Onderzoekers in alle wetenschappen gebruiken beeldvorming om te leren over objecten op schalen variërend van de zeer kleine, zoals nanometers, tot de zeer grote, zoals astrofysische schalen. Hun werk omvat vaak het volgen van de beweging van dergelijke objecten om meer te weten te komen over hun gedrag en eigenschappen.
Veel beeldvormingssystemen en op afbeeldingen gebaseerde detectoren bestaan uit pixels, zoals bij een megapixel mobiele telefoon. Zogenaamde deeltjestracking stelt onderzoekers in staat om de positie van een object tot op een enkele pixel te bepalen en zelfs de lokalisatie van subpixels te onderzoeken met een nauwkeurigheid van meer dan een tiende van een pixel. Met een resolutie van een optische microscoop van ongeveer 250 nanometer en een effectieve pixelgrootte van ongeveer 80 nanometer, het volgen van deeltjes stelt onderzoekers in staat om het centrum of de locatie van een object te lokaliseren tot op enkele nanometers, mits er voldoende fotonen worden gemeten.
Maar een dergelijke subpixelresolutie is afhankelijk van algoritmen om de positie van objecten en hun banen te schatten.

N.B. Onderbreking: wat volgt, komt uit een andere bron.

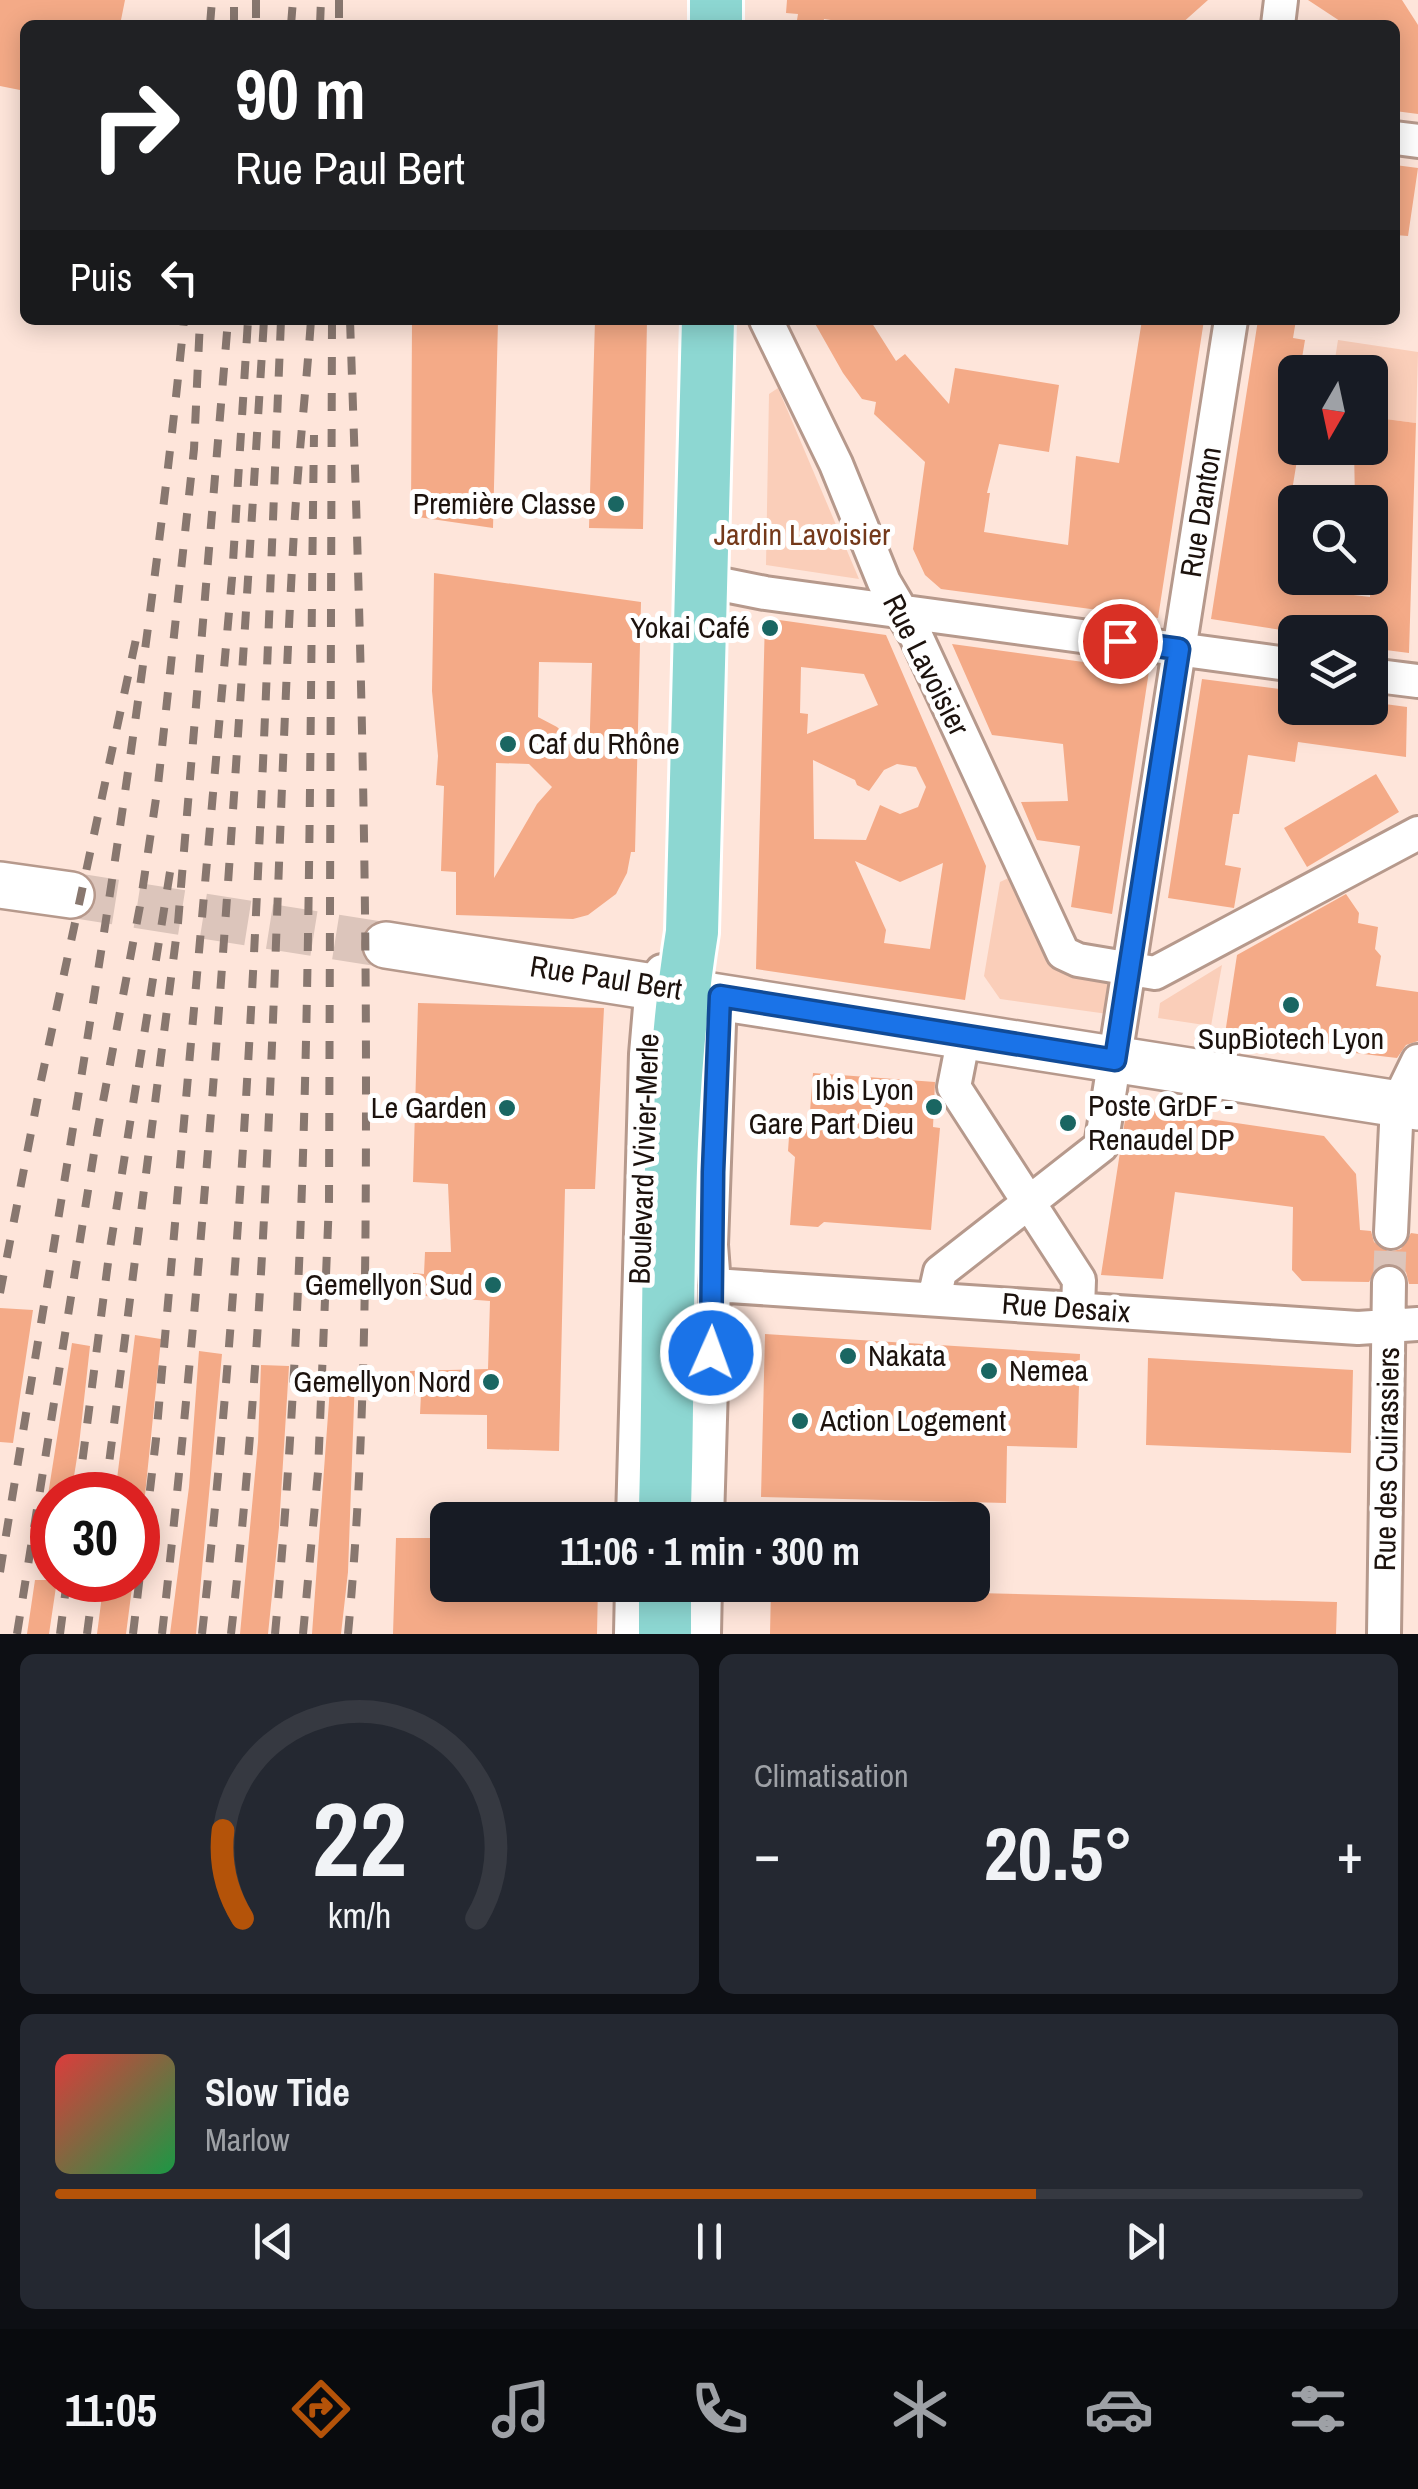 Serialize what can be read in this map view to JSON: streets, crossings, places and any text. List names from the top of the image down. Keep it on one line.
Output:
{"streets":{"street":["Rue Danton","Rue Lavoisier","Rue Paul Bert","Rue Desaix","Rue des Cuirassiers"]},"crossings":[["Rue Danton","Rue Lavoisier"],["Rue Danton","Rue Paul Bert"],["Rue Danton","Rue Desaix"],["Rue Desaix","Rue des Cuirassiers"]],"parks":["Jardin Lavoisier"],"places":["Première Classe","Yokai Café","Caf du Rhône","SupBiotech Lyon","Ibis Lyon Gare Part Dieu","Le Garden","Poste GrDF - Renaudel DP","Gemellyon Sud","Nakata","Nemea","Gemellyon Nord","Action Logement"],"north":"bottom","page":{"turn":["90 m","Rue Paul Bert"],"then":"Puis","limit":"30","trip":"11:06 · 1 min · 300 m","tile":"Climatisation","heat":["−","20.5°","+"],"song":["Slow Tide","Marlow"],"tabs":"11:05","gauge":["22","km/h"]}}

Het gebruik van dergelijke algoritmen resulteert vaak in precisie- en nauwkeurigheidsfouten als gevolg van factoren zoals nabije of overlappende objecten in het beeld en achtergrondruis.
SPIFF kan de fouten corrigeren met weinig extra rekenkosten, volgens Scherer. "Tot dit werk, er waren geen eenvoudige manieren om te bepalen of de tracking en subpixellokalisatie nauwkeurig waren en om de fout te corrigeren als dit niet het geval was, " hij zei.
Van toepassing op vele disciplines
"Het analyseren van een afbeelding om een ruwe schatting te krijgen van de positie van een object is niet zo moeilijk, maar optimaal gebruik maken van alle informatie in een afbeelding om de best mogelijke trackinginformatie te verkrijgen, kan een hele uitdaging zijn, " zei David Grier, hoogleraar natuurkunde aan de New York University, die niet bij het onderzoek betrokken was. "Gezien de wijdverbreide op afbeeldingen gebaseerde deeltjesvolging in de natuurkunde is doorgedrongen, scheikunde, biologie en vele technische disciplines, deze methode moet op grote schaal worden toegepast."
De analyse van subpixelgegevens kan vertekend zijn door subtiele kenmerken van het beeldvormingsproces, volgens Grier, en deze vooroordelen kunnen de schijnbare positie van een traject met wel een halve pixel verschuiven ten opzichte van de werkelijke positie. "Voor gevoelige metingen van delicate fysieke processen, dat is een ramp, ' zei Grietje.
"De methode beschreven in de PNAS-paper, echter, legt uit hoe deze vooroordelen kunnen worden opgespoord en hoe ze kunnen worden gecorrigeerd, daardoor helpen bevestigen dat de trackinginformatie betrouwbaar is, " hij voegde toe.
Het in het artikel beschreven onderzoek paste SPIFF toe op experimentele gegevens over vaste stoffen (d.w.z. colloïdale bollen) gesuspendeerd in een vloeistof, maar de onderzoekers hebben hun methode nu toegepast op veel andere datasets, inclusief nanoschaalkenmerken van cellen (bijv. blaasjes), metalen nanodeeltjes en zelfs enkele moleculen, Scherer zei, toevoegend dat de SPIFF-methode van toepassing is op alle trackingalgoritmen.
"Wij geloven dat SPIFF belangrijk zal zijn voor veel studies in biologie en nanowetenschappen en, hoewel we niet hebben gewerkt met beelden van telescopen, SPIFF kan zelfs helpen bij het bepalen en corrigeren van fouten in star-trackinggegevens, ' zei Scherer.